Já a mesma sanção, mas agora de natureza penal, tem abrangência em todo o território nacional, eis que aplicada pelo Judiciário em processo penal; no caso, a Lei fez bem em deixar claro que a proibição é de contratar com o "Poder Público" genericamente considerado.

O art. 74 impõe norma geral pela qual são fixados os parâmetros para o cálculo e a fixação da multa.

O art. 75 fixa um valor para a multa, no seu mínimo e no seu máximo. Esse artigo, por se tratar de quantificação concreta da multa só tem validade para o plano federal. Tanto é assim que o artigo seguinte nos mostra claramente que o legislador teve essa clarividência, quando estatuiu que "o pagamento de multa imposta pelos Estados, D.F., Municípios ou Territórios substitui a multa federal na mesma hipótese de incidência", deixa claro que as multas impostas por essas outras entidades federativas têm outra configuração e fonte de aplicação jurídica, diferente da prevista no art. 75.
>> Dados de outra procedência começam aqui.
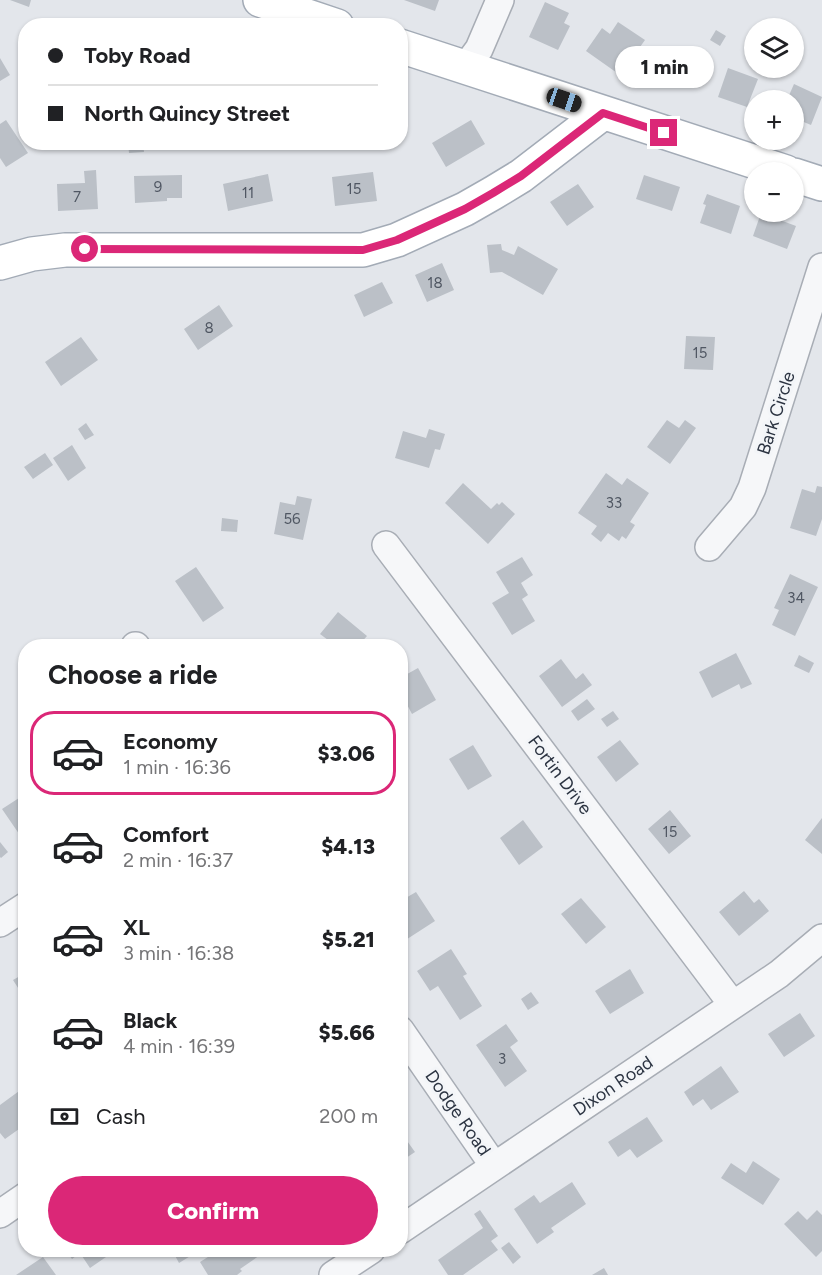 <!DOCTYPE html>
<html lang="en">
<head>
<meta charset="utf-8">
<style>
  body { margin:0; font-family:Figtree,sans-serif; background:#f6f6f6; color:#202124; height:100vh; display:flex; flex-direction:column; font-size:22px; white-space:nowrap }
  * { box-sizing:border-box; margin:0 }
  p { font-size:20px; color:#757577 }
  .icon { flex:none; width:33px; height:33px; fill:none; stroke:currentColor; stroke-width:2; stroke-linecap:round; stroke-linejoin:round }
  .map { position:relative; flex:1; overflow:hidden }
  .panel { position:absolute; left:18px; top:639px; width:390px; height:618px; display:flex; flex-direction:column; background:#fff; border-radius:24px; box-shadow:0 2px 4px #0004 }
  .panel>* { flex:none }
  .top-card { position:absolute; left:18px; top:18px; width:390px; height:132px; border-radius:24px; box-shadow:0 2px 4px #0004; display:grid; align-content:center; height:132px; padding:0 30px; background:#fff }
  .buttons { position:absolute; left:744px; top:18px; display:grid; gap:12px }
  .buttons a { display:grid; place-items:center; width:60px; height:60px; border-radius:50%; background:#fff; box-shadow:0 2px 4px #0004; font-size:30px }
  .end { position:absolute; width:27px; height:27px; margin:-14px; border:8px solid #db2777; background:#fff; box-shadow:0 0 0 3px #fff }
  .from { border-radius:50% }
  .bubble { position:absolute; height:42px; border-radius:21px; background:#fff; box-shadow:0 2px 4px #0004; font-size:20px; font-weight:800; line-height:42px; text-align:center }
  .car { position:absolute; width:18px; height:36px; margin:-18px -9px; border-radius:8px; box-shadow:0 0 4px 2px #0007; background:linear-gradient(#222 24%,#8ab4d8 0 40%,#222 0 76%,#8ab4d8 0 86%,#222 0) }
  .top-card b { display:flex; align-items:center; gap:21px; height:57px; font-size:22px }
  .top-card b+b { border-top:2px solid #e0e0e0 }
  .top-card i { width:15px; height:15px; background:#202124 }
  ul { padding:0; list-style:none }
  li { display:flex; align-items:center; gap:18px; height:84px; margin:0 12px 9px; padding:0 18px; border:3px solid transparent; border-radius:24px }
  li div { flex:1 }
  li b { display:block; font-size:22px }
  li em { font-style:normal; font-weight:800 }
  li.current { border-color:#db2777 }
  li>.icon { width:54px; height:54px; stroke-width:1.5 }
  h2 { padding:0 30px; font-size:27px; line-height:72px }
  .pay { display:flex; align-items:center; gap:15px; height:66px; padding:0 30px; font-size:22px }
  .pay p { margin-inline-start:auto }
  .primary-button { display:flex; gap:12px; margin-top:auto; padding:12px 30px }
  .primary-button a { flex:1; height:69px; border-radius:36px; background:#db2777; color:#fff; font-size:24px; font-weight:800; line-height:69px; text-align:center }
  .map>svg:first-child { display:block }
</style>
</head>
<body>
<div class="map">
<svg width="822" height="1275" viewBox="0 0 822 1275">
  <rect width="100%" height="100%" fill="#e3e6eb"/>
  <path fill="#bbc0c7" d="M 10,0 L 31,0 L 29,7 Z
    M 404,0 L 439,0 L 435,11 Z
    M 545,2 L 569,13 L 564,23 L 570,26 L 558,50 L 529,37 Z
    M 106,18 L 125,24 L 126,21 L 140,26 L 104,26 Z
    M 618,22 L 645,40 L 620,75 L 586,51 L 602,28 L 610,34 Z
    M 716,30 L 726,36 L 720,46 L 710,40 Z
    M 0,58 L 10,75 L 0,81 Z
    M 728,68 L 758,79 L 747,107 L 718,97 Z
    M 794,84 L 822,97 L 811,125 L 794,118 L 794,100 L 787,100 Z
    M 6,120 L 28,153 L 6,167 L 0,158 L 0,124 Z
    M 471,120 L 485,144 L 446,167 L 432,143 Z
    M 143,142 L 144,152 L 129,153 L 128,143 Z
    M 96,170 L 98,209 L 58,211 L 57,184 L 85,183 L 84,171 Z
    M 373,172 L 377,201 L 335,206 L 332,177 Z
    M 268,174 L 273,201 L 228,211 L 223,184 Z
    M 182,175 L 182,198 L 167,198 L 167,201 L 135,203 L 134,176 Z
    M 644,175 L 680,187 L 672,211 L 636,199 Z
    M 578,184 L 594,207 L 567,226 L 550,202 Z
    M 707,194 L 740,206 L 731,234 L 700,223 L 706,205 L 703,204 Z
    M 761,213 L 796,226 L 787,249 L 753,236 Z
    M 501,244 L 502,250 L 514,255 L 518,246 L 558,269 L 543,295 L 502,272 L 490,273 L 487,245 Z
    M 442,263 L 454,290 L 427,302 L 415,275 Z
    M 382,282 L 393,303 L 364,317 L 354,295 Z
    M 219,305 L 233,326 L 198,350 L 184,329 Z
    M 686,336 L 715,337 L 713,370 L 684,369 Z
    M 81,337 L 98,360 L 61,386 L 45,362 Z
    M 667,420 L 679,428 L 685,420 L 696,428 L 670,464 L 647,447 Z
    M 86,423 L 94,435 L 85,440 L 78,429 Z
    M 429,429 L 445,434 L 440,450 L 435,449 L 429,468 L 395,458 L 403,431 L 426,438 Z
    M 72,445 L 86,468 L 68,481 L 53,458 Z
    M 45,453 L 53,465 L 33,479 L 24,467 Z
    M 606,473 L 622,485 L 627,478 L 649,493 L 630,522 L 635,525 L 626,539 L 622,536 L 619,541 L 608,533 L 601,542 L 591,534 L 597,526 L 578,513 Z
    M 463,483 L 491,509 L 497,503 L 499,505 L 502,502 L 515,514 L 488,544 L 445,503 Z
    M 817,486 L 822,487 L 822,519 L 816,536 L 790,528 L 802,489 L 815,493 Z
    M 297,496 L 312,499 L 303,540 L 274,534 L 280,502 L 295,505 Z
    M 222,518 L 238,520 L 237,532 L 221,531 Z
    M 522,557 L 533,575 L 521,583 L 528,595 L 522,599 L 535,621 L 512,635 L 492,603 L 509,593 L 496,572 Z
    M 196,567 L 224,608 L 203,622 L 175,581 Z
    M 790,574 L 818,587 L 795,636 L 772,625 L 779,610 L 774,608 Z
    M 338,612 L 367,636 L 358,646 L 336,646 L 320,634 Z
    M 736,653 L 752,684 L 741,689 L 739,684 L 712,698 L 699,672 Z
    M 799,655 L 814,663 L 809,673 L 794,666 Z
    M 561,659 L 576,679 L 583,673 L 592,685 L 562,707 L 539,676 Z
    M 418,668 L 436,700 L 412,714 L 403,697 L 400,699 L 400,678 Z
    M 587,699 L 595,709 L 578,721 L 571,711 Z
    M 613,711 L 619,719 L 607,727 L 601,719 Z
    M 620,740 L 639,764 L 616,782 L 597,757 Z
    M 473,745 L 492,776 L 468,790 L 449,759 Z
    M 19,798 L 22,803 L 26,800 L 26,844 L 2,809 Z
    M 670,810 L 691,836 L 669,854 L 648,829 Z
    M 822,818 L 822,854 L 805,840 Z
    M 523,820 L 543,847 L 519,865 L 500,838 Z
    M 0,842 L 8,852 L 1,858 L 0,857 Z
    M 744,891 L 754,903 L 759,899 L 769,911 L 739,936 L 719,912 Z
    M 416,892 L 435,921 L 401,943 L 400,894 L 404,899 Z
    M 581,898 L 606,927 L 586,944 L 561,914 Z
    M 451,949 L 467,974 L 463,976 L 482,1006 L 460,1020 L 438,986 L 430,991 L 417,971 Z
    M 26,968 L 26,988 L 20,991 L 13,980 L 20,976 L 18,973 Z
    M 630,969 L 644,993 L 610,1014 L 595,991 Z
    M 531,992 L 539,1003 L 528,1010 L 521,999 Z
    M 800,1013 L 815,1036 L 784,1057 L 768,1034 Z
    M 506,1024 L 518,1041 L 510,1047 L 527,1071 L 505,1087 L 476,1045 Z
    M 721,1066 L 739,1092 L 711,1110 L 703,1099 L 693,1106 L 684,1092 Z
    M 26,1086 L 26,1124 L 5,1139 L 0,1133 L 0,1105 Z
    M 647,1117 L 663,1141 L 637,1158 L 630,1149 L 618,1157 L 608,1142 Z
    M 400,1131 L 415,1152 L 400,1162 Z
    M 753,1161 L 780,1179 L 763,1205 L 721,1178 L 731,1163 L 746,1173 Z
    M 572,1182 L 586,1204 L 551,1228 L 554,1232 L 537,1244 L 514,1209 L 534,1195 L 540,1203 Z
    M 480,1210 L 498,1236 L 491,1241 L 498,1250 L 463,1275 L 448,1275 L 438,1260 L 483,1228 L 474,1214 Z
    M 817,1210 L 822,1215 L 822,1251 L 816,1257 L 784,1224 L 798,1211 L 807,1220 Z
    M 509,1242 L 521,1257 L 513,1264 L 501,1248 Z
    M 66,1250 L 101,1250 L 106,1257 L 90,1268 L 80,1253 L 72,1259 Z
    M 172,1250 L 189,1250 L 192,1255 L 179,1263 Z
    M 219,1250 L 264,1250 L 266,1251 L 240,1269 L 242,1271 L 237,1275 L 208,1275 L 200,1262 Z
    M 43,1257 L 56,1275 L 16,1275 Z
    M 604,1268 L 608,1275 L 592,1275 Z"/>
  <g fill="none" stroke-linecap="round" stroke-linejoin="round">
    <defs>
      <path id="minor" d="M 465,68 L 479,49 L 500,0
        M 386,545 L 733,1005
        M 709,547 L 743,507 L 752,488 L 822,267
        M 135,646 L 136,646
        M 0,923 L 26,906
        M 400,1030 L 494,1166
        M 0,1214 L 26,1196
        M 400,1230 L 779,974 L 822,938
        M 333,1275 L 371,1250"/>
      <path id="major" d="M 260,0 L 337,26
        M 400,46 L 786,172
        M 794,175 L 822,184
        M 0,263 L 32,254 L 65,250 L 363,250 L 397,240 L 465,209 L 493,193 L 521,176 L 603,113"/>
    </defs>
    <use href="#minor" stroke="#a8adb5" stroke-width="30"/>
    <use href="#major" stroke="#a3abb6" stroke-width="36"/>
    <use href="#minor" stroke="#f6f7f9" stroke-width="27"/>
    <use href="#major" stroke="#fff" stroke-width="33"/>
  </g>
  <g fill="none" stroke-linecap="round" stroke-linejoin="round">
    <path stroke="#db2777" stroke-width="8" d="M 85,249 L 363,250 L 397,240 L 465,209 L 493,193 L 521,176 L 603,113 L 664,133"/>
  </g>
  <g text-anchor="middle" stroke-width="6" stroke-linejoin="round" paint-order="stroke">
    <g font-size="15" fill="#505763">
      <text x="158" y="192">9</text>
      <text x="354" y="194">15</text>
      <text x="248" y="198">11</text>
      <text x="77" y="202">7</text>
      <text x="435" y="288">18</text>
      <text x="209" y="333">8</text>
      <text x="700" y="358">15</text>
      <text x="614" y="508">33</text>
      <text x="292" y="524">56</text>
      <text x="796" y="603">34</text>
      <text x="670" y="837">15</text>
      <text x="502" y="1064">3</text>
    </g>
    <g font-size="18" fill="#2c3442" stroke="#f3f5f8">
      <text transform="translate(776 413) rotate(-72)" y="6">Bark Circle</text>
      <text transform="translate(560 775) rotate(53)" y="6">Fortin Drive</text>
      <text transform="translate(613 1086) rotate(-34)" y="6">Dixon Road</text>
      <text transform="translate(458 1113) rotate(55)" y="6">Dodge Road</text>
    </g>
  </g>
</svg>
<div class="buttons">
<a><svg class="icon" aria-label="layers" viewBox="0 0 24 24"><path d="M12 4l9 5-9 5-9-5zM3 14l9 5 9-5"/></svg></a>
<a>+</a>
<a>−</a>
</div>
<i class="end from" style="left:85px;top:249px"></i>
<i class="end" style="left:664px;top:133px"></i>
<div class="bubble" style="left:615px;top:46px;width:99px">1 min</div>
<i class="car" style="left:564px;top:100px;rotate:109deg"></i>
<div class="top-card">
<b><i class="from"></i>Toby Road</b>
<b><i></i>North Quincy Street</b>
</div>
<section class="panel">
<h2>Choose a ride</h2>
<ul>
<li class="current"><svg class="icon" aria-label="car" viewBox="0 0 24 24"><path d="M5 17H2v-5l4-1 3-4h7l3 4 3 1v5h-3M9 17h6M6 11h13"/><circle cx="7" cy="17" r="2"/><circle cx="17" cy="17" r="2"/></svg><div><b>Economy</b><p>1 min · 16:36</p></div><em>$3.06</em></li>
<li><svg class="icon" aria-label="car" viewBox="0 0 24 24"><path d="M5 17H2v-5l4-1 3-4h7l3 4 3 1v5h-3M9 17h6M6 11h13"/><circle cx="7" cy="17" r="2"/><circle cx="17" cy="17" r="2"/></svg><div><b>Comfort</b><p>2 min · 16:37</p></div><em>$4.13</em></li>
<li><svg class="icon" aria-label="car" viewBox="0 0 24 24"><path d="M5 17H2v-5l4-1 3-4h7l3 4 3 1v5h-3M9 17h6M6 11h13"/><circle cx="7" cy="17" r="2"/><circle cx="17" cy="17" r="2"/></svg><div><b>XL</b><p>3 min · 16:38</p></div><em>$5.21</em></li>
<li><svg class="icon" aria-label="car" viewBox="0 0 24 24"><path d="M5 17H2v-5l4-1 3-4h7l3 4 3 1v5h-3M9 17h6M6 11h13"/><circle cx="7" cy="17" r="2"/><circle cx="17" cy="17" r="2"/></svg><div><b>Black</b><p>4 min · 16:39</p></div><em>$5.66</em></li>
</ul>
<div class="pay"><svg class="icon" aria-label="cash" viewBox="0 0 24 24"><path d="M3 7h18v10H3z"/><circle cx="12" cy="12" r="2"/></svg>Cash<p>200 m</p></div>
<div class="primary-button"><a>Confirm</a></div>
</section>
</div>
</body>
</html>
O art. 80 prevê a regulamentação da Lei no prazo de 90 (noventa) dias a contar de sua publicação. É de se salientar que tal regulamentação somente terá cogência ao nível federal, em matéria de sanções administrativas.

Finalmente, uma referência á vigência da Lei: O art. 81 previa a sua vigência a partir de sua publicação. Preferiu o Presidente da República dar aos destinatários da Lei um prazo maior, aquele previsto na Lei de Introdução ao Código Civil, quando a lei silencia quanto à sua vigência: o prazo é de 45 (quarenta e cinco) dias.